• [Information]
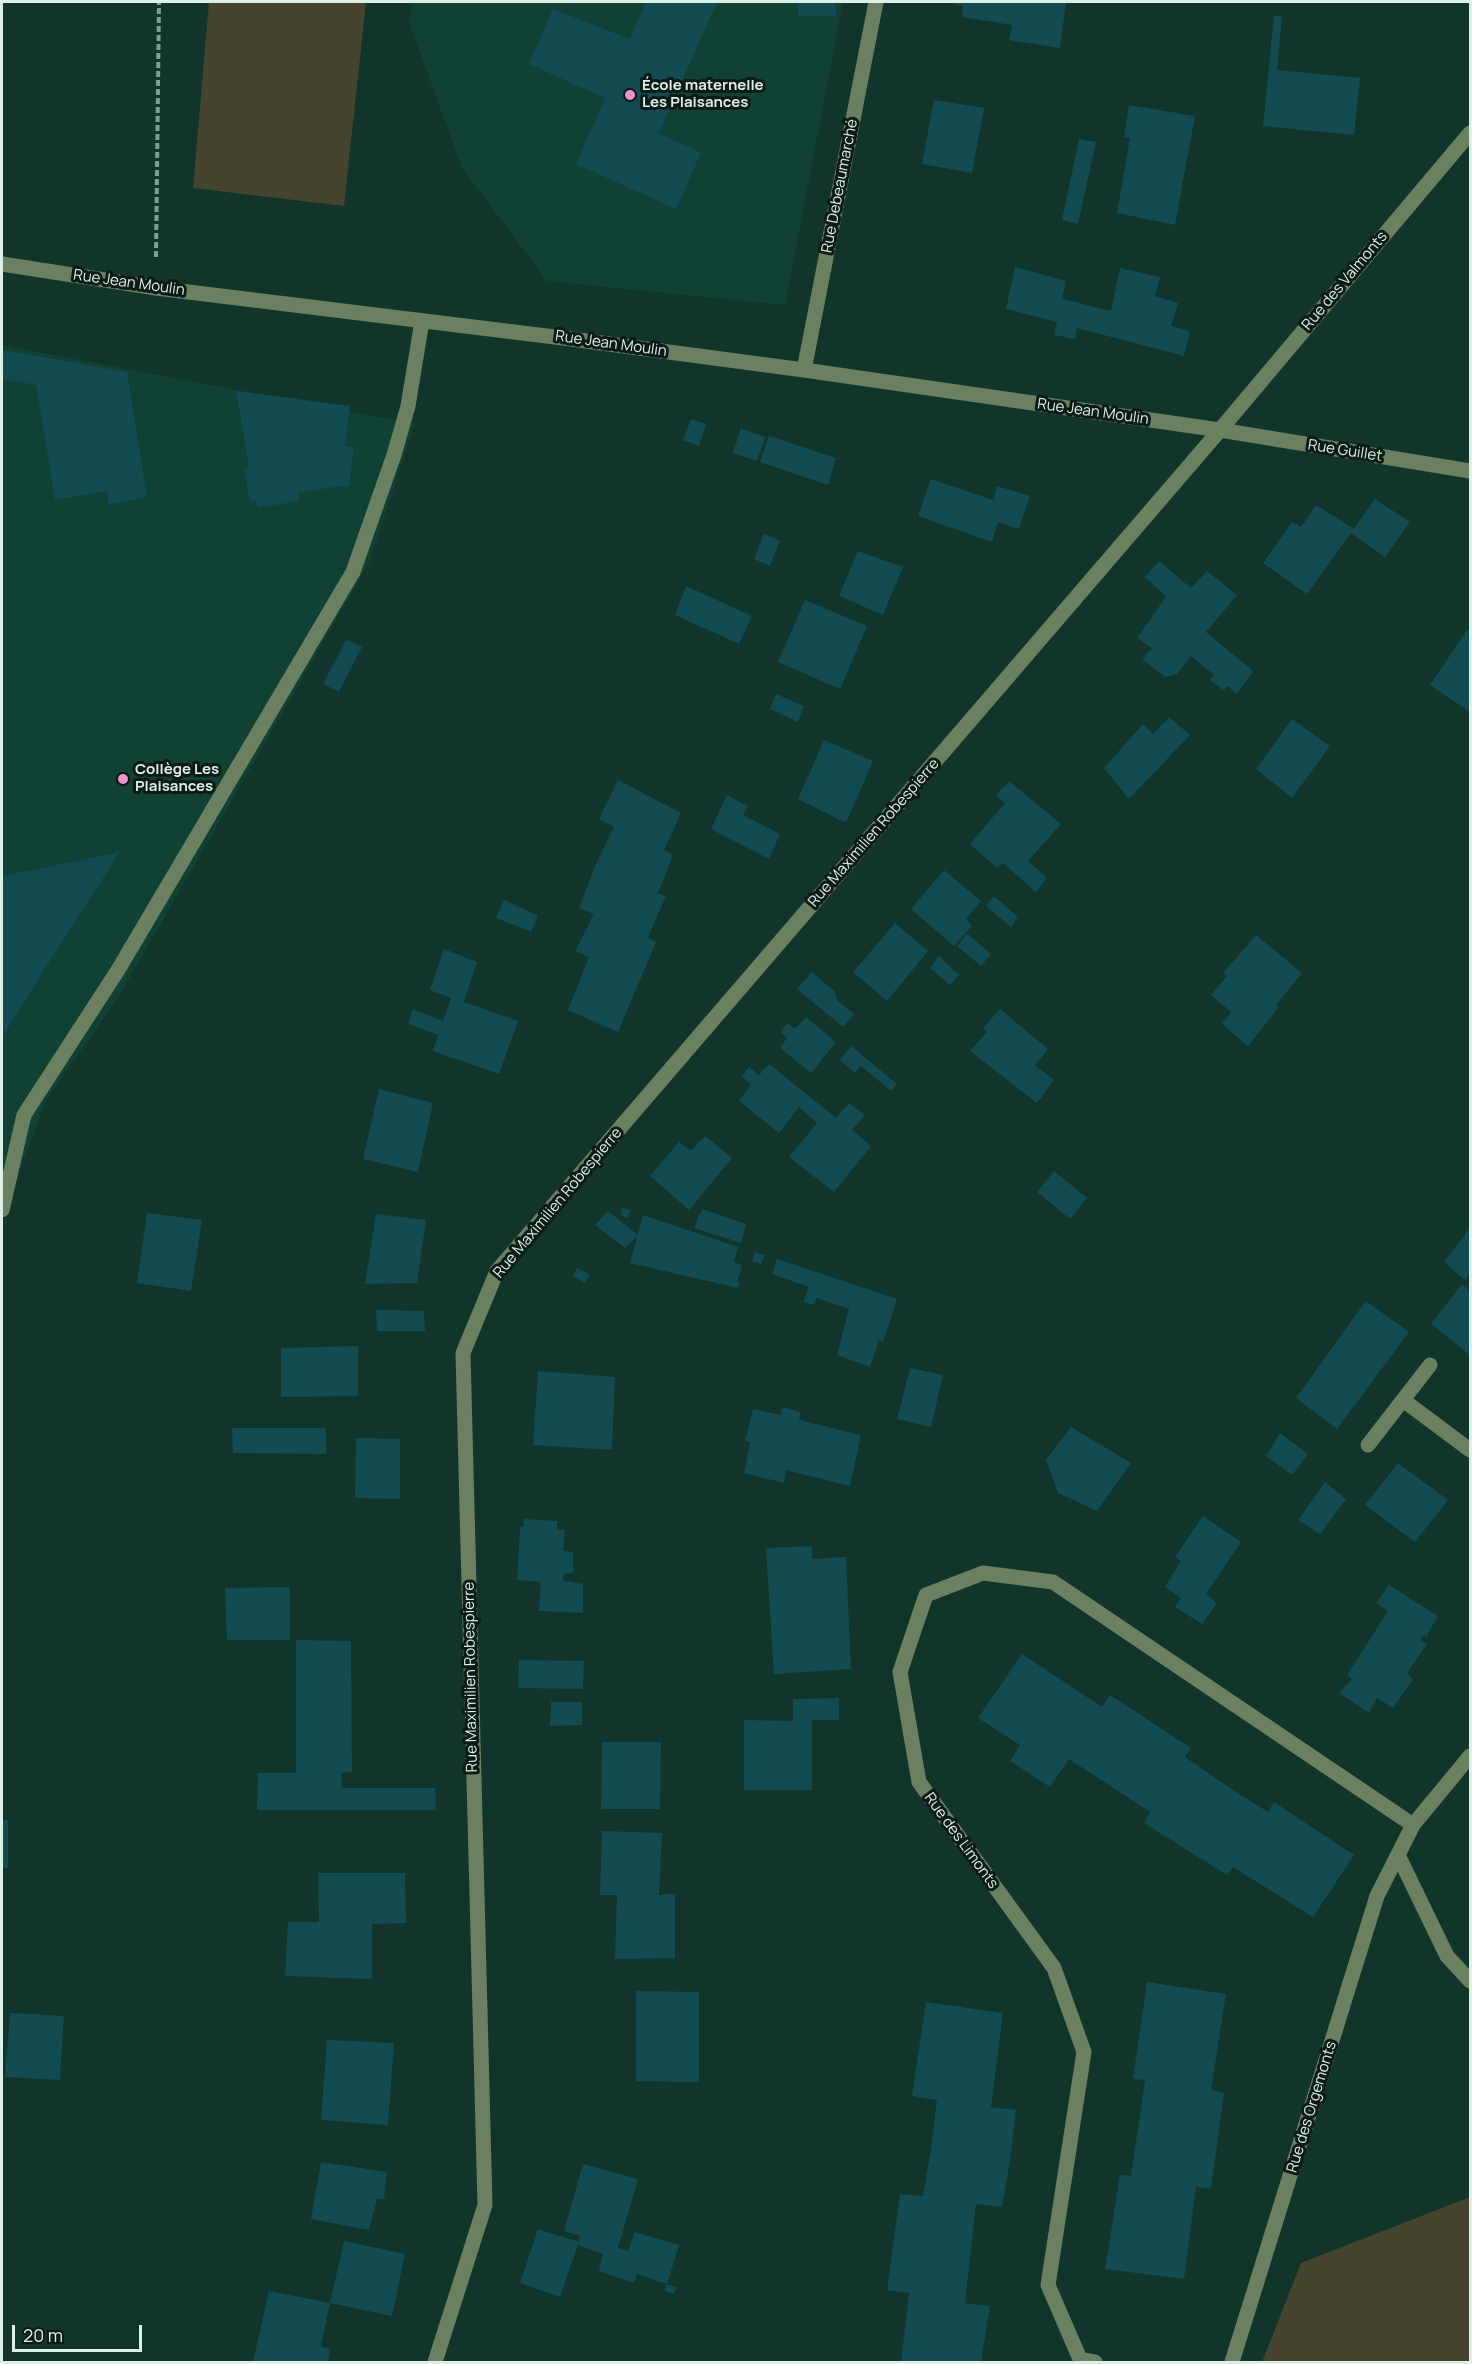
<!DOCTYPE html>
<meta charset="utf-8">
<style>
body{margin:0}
#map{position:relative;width:1472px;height:2364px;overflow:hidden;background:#11352b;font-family:Manrope,sans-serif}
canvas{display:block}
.frame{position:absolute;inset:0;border:3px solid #dcf0e8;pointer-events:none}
.scale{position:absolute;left:12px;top:2325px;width:130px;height:27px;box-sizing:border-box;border:3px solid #dcf0e8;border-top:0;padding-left:8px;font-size:18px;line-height:21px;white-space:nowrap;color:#dcf0e8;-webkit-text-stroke:4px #0b1a15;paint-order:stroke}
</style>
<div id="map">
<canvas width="1472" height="2364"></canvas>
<div class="frame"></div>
<div class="scale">20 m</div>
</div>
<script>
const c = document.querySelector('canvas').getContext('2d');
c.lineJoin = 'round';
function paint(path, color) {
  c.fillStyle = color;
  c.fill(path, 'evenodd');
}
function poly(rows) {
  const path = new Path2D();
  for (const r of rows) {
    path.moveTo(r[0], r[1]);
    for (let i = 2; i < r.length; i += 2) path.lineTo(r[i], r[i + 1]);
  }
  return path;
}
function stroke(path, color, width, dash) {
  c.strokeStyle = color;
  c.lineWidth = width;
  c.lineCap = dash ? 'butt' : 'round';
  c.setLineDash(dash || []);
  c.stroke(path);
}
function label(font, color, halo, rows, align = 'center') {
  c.font = font + ' Manrope,sans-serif';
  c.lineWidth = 6;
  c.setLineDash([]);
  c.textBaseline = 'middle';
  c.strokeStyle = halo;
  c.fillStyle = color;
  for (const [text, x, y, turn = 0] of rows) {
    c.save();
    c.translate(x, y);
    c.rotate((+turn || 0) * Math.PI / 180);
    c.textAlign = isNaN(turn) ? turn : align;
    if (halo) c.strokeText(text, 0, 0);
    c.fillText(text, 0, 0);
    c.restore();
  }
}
const built = poly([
 [413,2,843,2,785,305,547,281,462,168,409,22],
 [2,345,415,424,369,563,119,996,46,1101,2,1216]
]);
const green = poly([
 [209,2,366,2,344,206,193,188],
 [1470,2197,1470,2362,1262,2362,1301,2263]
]);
const building = poly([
 [646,2,717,2,659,133,701,153,676,209,576,164,605,98,529,64,553,9,630,39],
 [798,2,835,2,836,16,798,16],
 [954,2,1066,2,1060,48,1009,40,1012,25,962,17,963,6,954,4],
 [1274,15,1282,17,1277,70,1360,78,1354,135,1263,126],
 [934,100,984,108,972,173,922,164],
 [1129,105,1195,116,1175,225,1117,213,1130,138,1124,137],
 [1079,139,1096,142,1078,224,1062,220],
 [1015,267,1066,281,1062,299,1111,311,1120,268,1160,277,1155,296,1178,303,1171,326,1190,331,1184,356,1077,328,1075,339,1054,335,1057,322,1006,309],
 [2,350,127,372,147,497,109,504,107,491,55,500,36,385,2,379],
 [236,391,350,406,345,446,354,447,349,487,340,486,298,493,299,501,257,508,256,500,250,502,244,468,249,468],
 [691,419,706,424,699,446,683,440],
 [741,428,765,437,757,461,733,453],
 [769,436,836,458,828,485,760,462],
 [931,479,993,500,997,486,1030,496,1019,529,998,522,992,542,918,516],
 [1375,499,1410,522,1385,557,1351,533,1307,594,1263,563,1292,522,1301,527,1316,505,1354,529],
 [764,534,780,541,770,566,754,559],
 [858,551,903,567,883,615,839,596],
 [1159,561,1191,588,1207,571,1237,595,1206,632,1253,671,1237,694,1227,686,1223,690,1210,680,1214,675,1191,656,1177,674,1165,677,1142,659,1152,648,1137,638,1166,597,1145,577],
 [686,586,752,616,739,644,675,615],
 [805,600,867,626,840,689,778,662],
 [1467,630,1470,632,1470,712,1430,685],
 [346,640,362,647,339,692,323,684],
 [776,694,804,706,798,722,770,709],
 [1169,717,1190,735,1129,799,1104,768,1143,724,1153,734],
 [1292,719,1330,746,1292,798,1256,769],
 [824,740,873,761,846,823,798,799],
 [618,780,681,813,664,850,673,855,658,893,666,896,648,937,656,942,618,1032,568,1010,589,957,575,951,594,914,579,908,596,864,614,827,599,819],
 [1009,781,1061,824,1028,861,1047,878,1036,892,1003,863,997,868,970,844,1005,803,996,795],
 [727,795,748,806,743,815,780,834,769,859,711,829],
 [120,852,63,940,2,1037,2,876],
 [944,870,981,901,966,919,972,926,954,946,911,909],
 [994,896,1018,917,1011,927,986,906],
 [504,900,538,916,531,932,496,918],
 [895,923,928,951,887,1001,853,972],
 [967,934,991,954,981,966,957,946],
 [1256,935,1302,973,1276,1005,1279,1007,1248,1046,1222,1024,1231,1012,1211,995,1227,976,1223,973],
 [444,949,477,962,464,1002,518,1021,499,1074,433,1051,438,1035,408,1024,413,1009,443,1021,451,998,430,990],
 [939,956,959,975,950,985,930,968],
 [812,972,835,992,837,1000,854,1014,843,1027,797,989],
 [1000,1009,1048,1049,1035,1065,1054,1080,1037,1103,970,1051,987,1032,983,1028],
 [806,1017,836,1042,811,1073,780,1048,787,1038,781,1032,787,1023,795,1029],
 [851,1046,897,1084,891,1091,861,1066,855,1073,840,1060],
 [769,1064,836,1118,849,1103,865,1115,852,1130,871,1146,834,1192,789,1157,817,1123,799,1107,779,1133,739,1101,751,1085,742,1076,749,1067,759,1075],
 [379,1089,433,1103,418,1172,363,1159],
 [705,1136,732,1158,689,1210,650,1176,679,1142,691,1151],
 [1054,1171,1087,1198,1070,1219,1037,1192],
 [622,1208,630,1210,628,1218,621,1215],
 [702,1209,746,1224,741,1243,694,1228],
 [608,1211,638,1235,625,1248,595,1225],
 [147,1213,202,1220,191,1291,137,1283],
 [376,1214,426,1220,417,1283,365,1284],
 [643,1215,738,1247,734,1262,742,1265,737,1283,740,1283,738,1288,630,1263],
 [1470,1228,1470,1272,1465,1280,1444,1262],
 [755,1252,765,1255,761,1264,752,1261],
 [777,1259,897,1299,883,1342,879,1340,870,1367,837,1355,849,1309,817,1298,814,1305,803,1302,809,1287,772,1274],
 [577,1268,590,1274,585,1283,573,1276],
 [1462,1284,1470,1291,1470,1355,1431,1324],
 [1366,1301,1409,1332,1337,1429,1296,1398],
 [376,1310,424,1311,425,1331,377,1331],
 [358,1346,358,1396,281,1397,281,1348],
 [910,1368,943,1375,931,1427,897,1419],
 [538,1371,615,1377,612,1450,533,1445],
 [782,1407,801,1412,799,1420,861,1435,850,1486,786,1470,784,1483,744,1473,750,1442,745,1441,753,1409,781,1415],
 [1071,1427,1131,1463,1097,1511,1058,1493,1046,1460],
 [232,1428,326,1428,326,1454,233,1453],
 [1280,1433,1308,1454,1292,1475,1266,1456],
 [356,1438,400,1439,400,1499,355,1498],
 [1398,1463,1448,1500,1415,1542,1365,1505],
 [1325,1482,1346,1499,1320,1534,1298,1520],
 [1203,1516,1241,1542,1206,1594,1217,1603,1202,1624,1175,1607,1181,1598,1165,1587,1181,1561,1175,1557],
 [524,1519,557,1521,557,1530,565,1530,563,1551,573,1552,573,1573,563,1574,563,1581,583,1584,583,1613,539,1611,541,1582,517,1580,520,1527,523,1527],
 [812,1546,812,1559,846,1557,851,1669,774,1674,766,1548],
 [1389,1585,1438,1616,1426,1637,1424,1635,1420,1640,1427,1644,1407,1673,1413,1679,1393,1708,1377,1698,1369,1713,1339,1693,1352,1679,1347,1675,1388,1611,1376,1603],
 [290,1587,290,1640,227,1640,225,1588],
 [296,1640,351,1641,352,1772,341,1773,342,1788,435,1788,436,1810,257,1810,258,1773,296,1773],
 [1022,1654,1102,1707,1110,1695,1191,1748,1185,1757,1227,1786,1268,1812,1274,1802,1354,1855,1313,1917,1233,1867,1227,1875,1144,1823,1150,1812,1069,1759,1050,1787,1010,1761,1020,1745,978,1718],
 [519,1660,584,1661,583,1689,518,1688],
 [839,1698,839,1720,812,1720,812,1790,744,1790,744,1720,793,1721,793,1699],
 [551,1702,582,1702,582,1725,550,1726],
 [602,1742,661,1742,660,1809,601,1809],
 [2,1820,8,1820,8,1868,2,1868],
 [602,1831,662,1833,659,1895,675,1894,675,1958,615,1959,617,1895,600,1895],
 [318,1873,405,1873,406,1923,372,1924,372,1979,285,1976,288,1922,319,1922],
 [1147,1982,1226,1994,1211,2090,1224,2093,1211,2189,1196,2187,1184,2279,1105,2269,1120,2175,1131,2176,1145,2080,1133,2079],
 [636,1991,699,1992,699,2082,636,2081],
 [926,2002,1003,2013,991,2107,1016,2110,1010,2161,1002,2207,976,2204,965,2303,990,2306,981,2362,901,2362,909,2293,887,2290,900,2194,923,2196,931,2149,937,2100,912,2096],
 [10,2013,64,2016,60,2080,5,2077],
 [327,2040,394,2043,388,2125,321,2120],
 [321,2162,387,2172,384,2199,377,2199,369,2230,311,2219],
 [583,2164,638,2179,618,2248,628,2251,635,2232,679,2245,667,2284,637,2274,634,2283,599,2271,603,2254,578,2245,560,2297,520,2283,538,2229,579,2242,580,2236,564,2231],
 [344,2241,405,2254,392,2316,330,2303,321,2346,330,2349,328,2362,253,2362,269,2291,330,2303],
 [667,2284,676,2287,674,2294,665,2291]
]);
const path = poly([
 [156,257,159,2]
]);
const minor = poly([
 [2,264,156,288,571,339,804,370,1220,430,1470,471],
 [804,370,876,2],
 [2,1210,24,1115,118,970,353,572,394,455,408,406,422,321],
 [1403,1400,1470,1450],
 [1368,1445,1430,1365],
 [1398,1855,1447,1956,1470,1981],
 [435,2362,485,2205,463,1353,497,1271,1220,430,1470,133],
 [1095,2362,1080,2359,1048,2285,1084,2052,1054,1968,919,1782,900,1672,926,1595,983,1573,1053,1582,1413,1825],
 [1232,2362,1377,1896,1413,1825,1470,1756]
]);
const markers = [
 [630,95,6,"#f690d0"],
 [123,779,6,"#f690d0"]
];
const poiNames = [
 ["École maternelle",642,86],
 ["Les Plaisances",642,103],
 ["Collège Les",135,770],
 ["Plaisances",135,787]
];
const streetNames = [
 ["Rue Debeaumarché",840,186,-79],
 ["Rue des Valmonts",1345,281,-50],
 ["Rue Jean Moulin",129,283,8],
 ["Rue Jean Moulin",611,344,8],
 ["Rue Jean Moulin",1093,412,8],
 ["Rue Guillet",1345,451,9],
 ["Rue Maximilien Robespierre",874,833,-49],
 ["Rue Maximilien Robespierre",558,1203,-50],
 ["Rue Maximilien Robespierre",471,1677,-91],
 ["Rue des Limonts",961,1841,54],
 ["Rue des Orgemonts",1312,2107,-73]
];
paint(built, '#114134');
paint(green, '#46442e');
paint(building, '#124b51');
stroke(path, '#819c93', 4, [6, 3]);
stroke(minor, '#6b8061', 15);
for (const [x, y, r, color] of markers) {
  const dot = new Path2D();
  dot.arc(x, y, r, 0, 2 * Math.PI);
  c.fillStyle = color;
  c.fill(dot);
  stroke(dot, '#0b1a15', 2);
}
label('bold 15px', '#dcf0e8', '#0b1a15', poiNames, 'left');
label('15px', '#dcf0e8', '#0b1a15', streetNames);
</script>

• [What you will do]
From the data above, copy every line where "align" appears.

• [Task solution]
function label(font, color, halo, rows, align = 'center') {
    c.textAlign = isNaN(turn) ? turn : align;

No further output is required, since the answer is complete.